··· Provided data
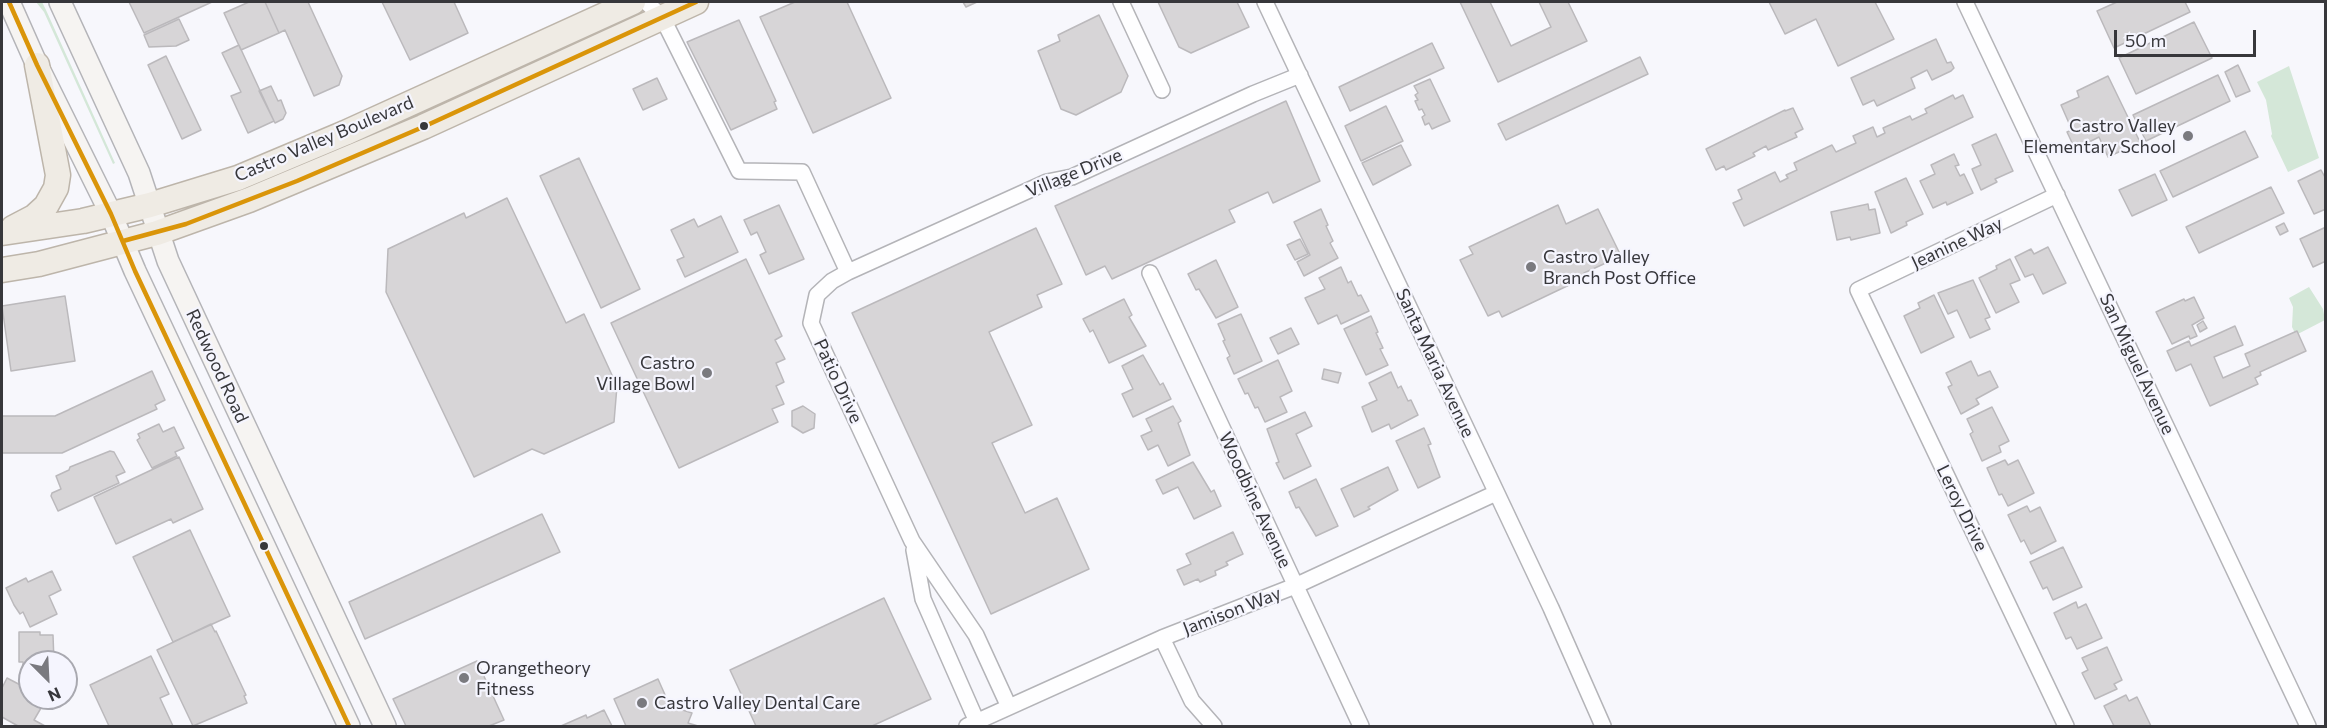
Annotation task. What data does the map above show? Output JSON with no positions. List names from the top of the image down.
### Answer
{
  "streets": {
    "main road": ["Castro Valley Boulevard", "Redwood Road"],
    "street": [
      "Village Drive",
      "Jeanine Way",
      "Santa Maria Avenue",
      "San Miguel Avenue",
      "Patio Drive",
      "Woodbine Avenue",
      "Leroy Drive",
      "Jamison Way"
    ]
  },
  "crossings": [
    ["Castro Valley Boulevard", "Redwood Road"],
    ["Village Drive", "Santa Maria Avenue"],
    ["Village Drive", "Patio Drive"],
    ["Jeanine Way", "San Miguel Avenue"],
    ["Jeanine Way", "Leroy Drive"],
    ["Santa Maria Avenue", "Jamison Way"],
    ["Patio Drive", "Jamison Way"],
    ["Woodbine Avenue", "Jamison Way"]
  ],
  "places": [
    "Castro Valley Elementary School",
    "Castro Valley Branch Post Office",
    "Castro Village Bowl",
    "Orangetheory Fitness",
    "Castro Valley Dental Care"
  ],
  "scale_bar": "50 m",
  "north": "bottom right"
}
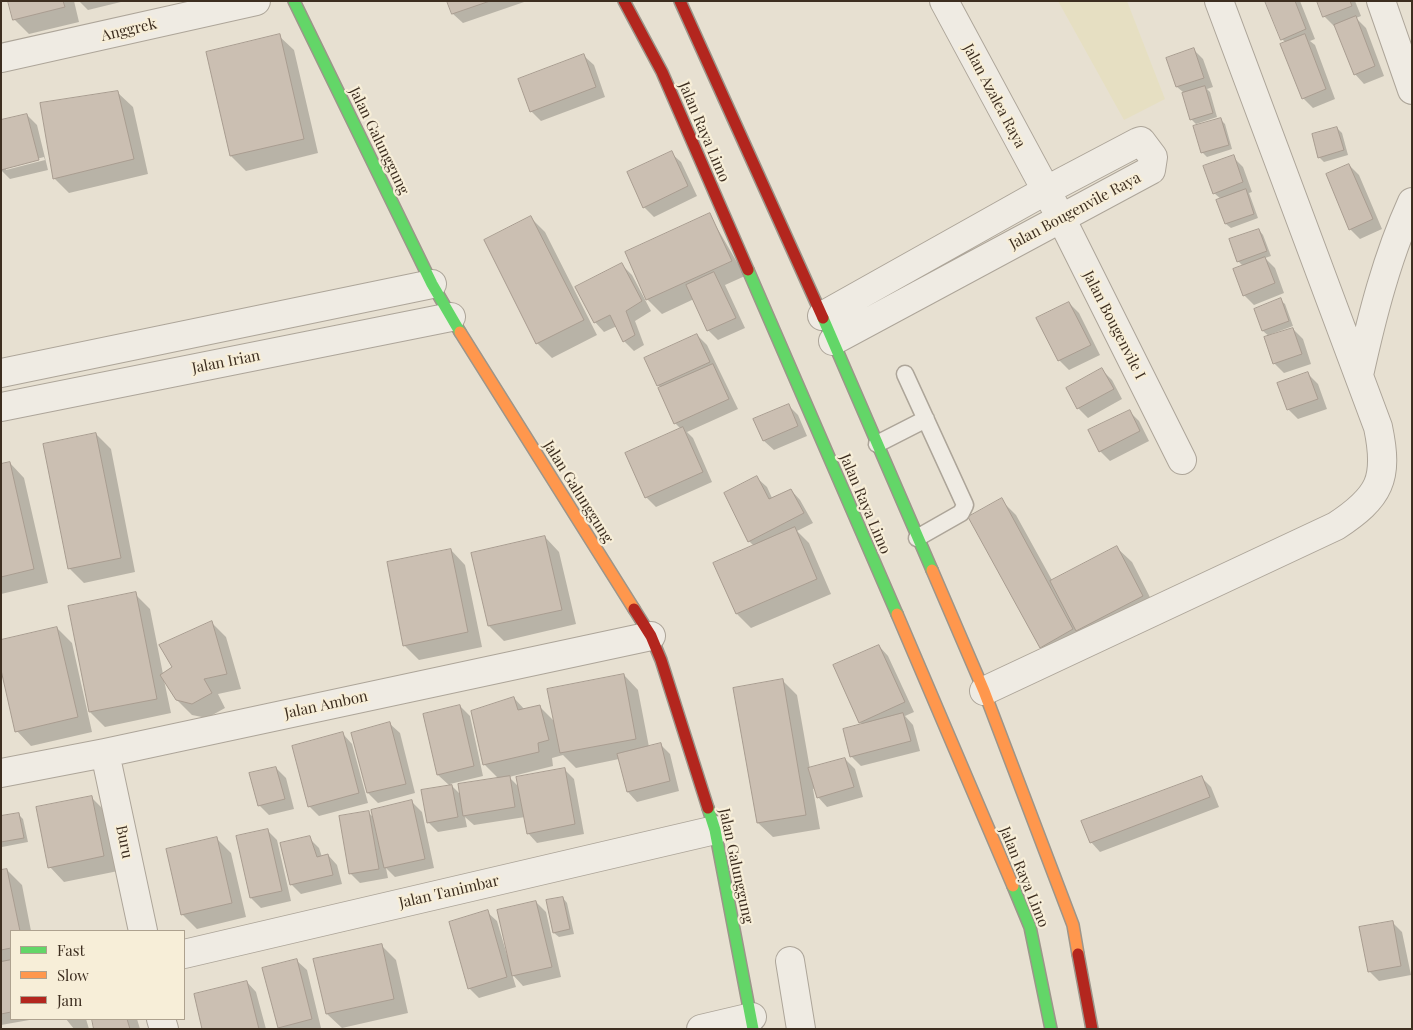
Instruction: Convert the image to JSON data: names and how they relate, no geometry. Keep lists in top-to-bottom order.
······
Each entry must be reproduced word for word, and any image among them left out.

Annotation task. What data does the map above show? Output JSON with no positions. List names from the top of the image down.
### Answer
{
  "streets": {
    "main road": ["Castro Valley Boulevard", "Redwood Road"],
    "street": [
      "Village Drive",
      "Jeanine Way",
      "Santa Maria Avenue",
      "San Miguel Avenue",
      "Patio Drive",
      "Woodbine Avenue",
      "Leroy Drive",
      "Jamison Way"
    ]
  },
  "crossings": [
    ["Castro Valley Boulevard", "Redwood Road"],
    ["Village Drive", "Santa Maria Avenue"],
    ["Village Drive", "Patio Drive"],
    ["Jeanine Way", "San Miguel Avenue"],
    ["Jeanine Way", "Leroy Drive"],
    ["Santa Maria Avenue", "Jamison Way"],
    ["Patio Drive", "Jamison Way"],
    ["Woodbine Avenue", "Jamison Way"]
  ],
  "places": [
    "Castro Valley Elementary School",
    "Castro Valley Branch Post Office",
    "Castro Village Bowl",
    "Orangetheory Fitness",
    "Castro Valley Dental Care"
  ],
  "scale_bar": "50 m",
  "north": "bottom right"
}
Instruction: Convert the image to JSON data: names and how they relate, no geometry. Keep lists in top-to-bottom order.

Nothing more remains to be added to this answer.